On 1 November, Juncker and his team of Commissioners, some of whom faced a difficult time in hearings in front of Parliament, took office. The tasks are daunting: economic woes are far from over. Austerity has failed and powerful EU member-states are increasingly calling for a more balanced approach. The Commission recently unveiled a massive investment programme to do just that. National elections in many of the EU’s most worst-hit states, such as Greece and Spain, may put an abrupt end to the slow path out of crisis. And in the UK, the EU faces another difficult construction site, with David Cameron calling for a bottom-up reconfiguration of the Union ahead of the British general election next year. Nationalist, Eurosceptic, and often openly xenophobic parties across the Union are still flourishing and they have reportedly gained support from another problem the Commission and Parliament need to deal with: Putin’s Russia. And not least, Juncker himself is facing serious accusations concerning his conduct in the affair known as Luxembourg Leaks, which involves tax deals and legislation in Luxembourg for multinational corporations.
Rise of Extremism across Europe
The rise of right wing extremist parties has been a popular topic of discussion in Europe in the past few years. However, 2014 saw a milestone in this topic: until this year, the effects of right wing extremist parties were only significant in terms of opinion polls and national level politics in some countries. However, as clearly demonstrated by the European Parliament elections in May 2014, the right wing extremist parties not only swept the European Parliament seats, but also caused a political earthquake in Europe, as stated by the French Prime Minister Manuel Valls.
The main highlights of this far right extremist shock in Europe included the victory of the National Front (FN) Party in France and the United Kingdom Independence Party (UKIP) in the UK, and the anti-immigration and anti-EU Danish People’s Party in Denmark with significantly higher percentages than any other party in these three member states. In Greece, the popular extremist right wing party the Golden Dawn remained significantly of importance despite coming third in the European elections in the country. Austria’s far right Freedom Party (FPÖ) made a noteworthy political echo with their increasing number of seats in the European Parliament and an anti-immigration campaign that called for cutting Vienna’s EU contributions by 50% and demanded a referendum on the EU’s bailout fund. On the other hand, the right wing extremists in the Netherlands experienced a slight fall in popularity.
Despite the fact that the conservative EPP managed to remain as the largest group in European Parliament politics, the rise far right extremist parties certainly shocked European politics in 2014, greater than ever before.
Presenting the German version of his book Europe: The Struggle for Supremacy 1453 to the Present, the PDU’s president Brendan Simms discussed his vision for a federal European state with Germany’s minister of Finance, Dr Wolfgang Schäuble.

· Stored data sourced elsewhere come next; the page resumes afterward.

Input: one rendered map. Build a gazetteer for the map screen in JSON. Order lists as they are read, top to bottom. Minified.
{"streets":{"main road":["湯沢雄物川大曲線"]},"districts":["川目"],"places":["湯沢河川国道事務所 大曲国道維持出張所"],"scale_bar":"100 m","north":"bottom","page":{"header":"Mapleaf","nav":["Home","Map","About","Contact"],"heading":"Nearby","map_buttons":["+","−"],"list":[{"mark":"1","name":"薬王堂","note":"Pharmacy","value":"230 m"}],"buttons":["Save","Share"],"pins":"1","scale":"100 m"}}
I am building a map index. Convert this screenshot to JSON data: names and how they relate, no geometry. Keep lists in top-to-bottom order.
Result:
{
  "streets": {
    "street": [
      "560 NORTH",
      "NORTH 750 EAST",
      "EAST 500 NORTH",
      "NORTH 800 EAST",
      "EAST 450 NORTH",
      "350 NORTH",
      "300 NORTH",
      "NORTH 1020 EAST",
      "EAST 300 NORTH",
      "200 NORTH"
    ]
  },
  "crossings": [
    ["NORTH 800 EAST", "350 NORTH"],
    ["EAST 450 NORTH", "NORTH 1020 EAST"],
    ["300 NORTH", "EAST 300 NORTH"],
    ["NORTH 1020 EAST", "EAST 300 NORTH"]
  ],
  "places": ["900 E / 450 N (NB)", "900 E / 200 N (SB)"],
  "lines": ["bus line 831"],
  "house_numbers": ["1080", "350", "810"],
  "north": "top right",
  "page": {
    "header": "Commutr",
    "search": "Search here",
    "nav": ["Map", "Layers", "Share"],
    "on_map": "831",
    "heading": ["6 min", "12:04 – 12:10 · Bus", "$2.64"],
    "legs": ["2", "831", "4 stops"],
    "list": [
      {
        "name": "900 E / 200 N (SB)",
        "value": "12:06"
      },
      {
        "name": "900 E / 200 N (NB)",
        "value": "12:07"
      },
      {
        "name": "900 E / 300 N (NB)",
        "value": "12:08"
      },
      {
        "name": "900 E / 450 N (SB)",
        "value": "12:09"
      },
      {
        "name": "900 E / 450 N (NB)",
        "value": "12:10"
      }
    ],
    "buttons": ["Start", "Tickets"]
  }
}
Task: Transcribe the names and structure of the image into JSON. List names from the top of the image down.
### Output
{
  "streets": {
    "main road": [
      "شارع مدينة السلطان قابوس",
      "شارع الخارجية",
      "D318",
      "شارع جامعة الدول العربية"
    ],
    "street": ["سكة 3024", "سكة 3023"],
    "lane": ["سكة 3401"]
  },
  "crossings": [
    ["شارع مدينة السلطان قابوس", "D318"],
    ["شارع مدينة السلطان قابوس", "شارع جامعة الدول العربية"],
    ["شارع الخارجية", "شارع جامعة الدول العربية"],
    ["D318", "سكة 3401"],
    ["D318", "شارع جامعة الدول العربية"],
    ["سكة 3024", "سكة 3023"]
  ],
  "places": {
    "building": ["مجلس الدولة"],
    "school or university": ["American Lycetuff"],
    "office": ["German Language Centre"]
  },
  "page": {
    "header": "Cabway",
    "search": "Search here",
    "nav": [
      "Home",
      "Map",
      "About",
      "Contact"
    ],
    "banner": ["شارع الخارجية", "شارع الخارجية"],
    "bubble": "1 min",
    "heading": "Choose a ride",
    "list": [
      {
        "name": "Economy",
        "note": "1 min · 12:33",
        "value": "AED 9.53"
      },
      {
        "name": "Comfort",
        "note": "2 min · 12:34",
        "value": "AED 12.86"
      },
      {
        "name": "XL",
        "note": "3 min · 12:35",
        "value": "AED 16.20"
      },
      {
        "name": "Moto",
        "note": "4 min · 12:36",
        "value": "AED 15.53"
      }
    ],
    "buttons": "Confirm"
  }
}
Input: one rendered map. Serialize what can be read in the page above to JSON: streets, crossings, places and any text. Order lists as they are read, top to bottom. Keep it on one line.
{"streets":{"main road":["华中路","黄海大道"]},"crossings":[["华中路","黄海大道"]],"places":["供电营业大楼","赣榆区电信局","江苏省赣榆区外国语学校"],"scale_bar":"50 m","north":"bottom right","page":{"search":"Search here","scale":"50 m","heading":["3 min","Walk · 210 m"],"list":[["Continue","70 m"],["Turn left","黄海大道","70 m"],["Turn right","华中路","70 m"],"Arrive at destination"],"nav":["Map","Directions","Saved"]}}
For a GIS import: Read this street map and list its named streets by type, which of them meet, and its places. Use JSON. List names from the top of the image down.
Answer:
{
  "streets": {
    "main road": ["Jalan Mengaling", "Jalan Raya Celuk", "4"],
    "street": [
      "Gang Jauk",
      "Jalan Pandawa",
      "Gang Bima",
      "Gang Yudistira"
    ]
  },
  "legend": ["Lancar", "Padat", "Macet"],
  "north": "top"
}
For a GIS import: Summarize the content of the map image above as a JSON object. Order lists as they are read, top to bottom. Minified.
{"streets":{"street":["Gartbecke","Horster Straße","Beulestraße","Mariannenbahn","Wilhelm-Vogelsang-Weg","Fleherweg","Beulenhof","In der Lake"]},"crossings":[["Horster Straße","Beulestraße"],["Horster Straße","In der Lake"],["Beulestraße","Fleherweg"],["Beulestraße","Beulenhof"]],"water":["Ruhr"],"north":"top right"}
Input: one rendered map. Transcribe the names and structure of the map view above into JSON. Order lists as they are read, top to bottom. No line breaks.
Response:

Shortly after, at a conference organized by Sueddeutsche Zeitung, Schäuble voiced the opinion that, “now is not the time for grand academic debates.” His remarks give guidance as to what we can expect out of Germany in the coming year – more of the same. While Europe is now fast approaching a triple dip recession, Berlin is still far from showing any leadership regarding the reform of the common market, shared security, and ultimately our common European polity.
Separatist movements have long been part of the European political landscape. In a political system in which there exists a great number of different cultures, groups, and identities all ‘united in diversity’, it has become evident that sometimes the boundaries which have existed in Europe throughout the centuries may not stand the test of time. This was highlighted in 2014 with the dramatic culmination (or lack thereof) of the independence movement in Scotland, which saw record levels of political engagement, rousing rhetoric on both sides of the campaign, and a nail-bitingly close referendum result. The campaign of Alex Salmond and the Scottish National Party was closely watched in the EU, especially by those involved in similar movements, such as in Catalonia. While attempts for a legal referendum may have been blocked by the Spanish government on constitutional grounds, many estimate that, had a referendum taken place in Catalonia, more would have voted for independence than against it.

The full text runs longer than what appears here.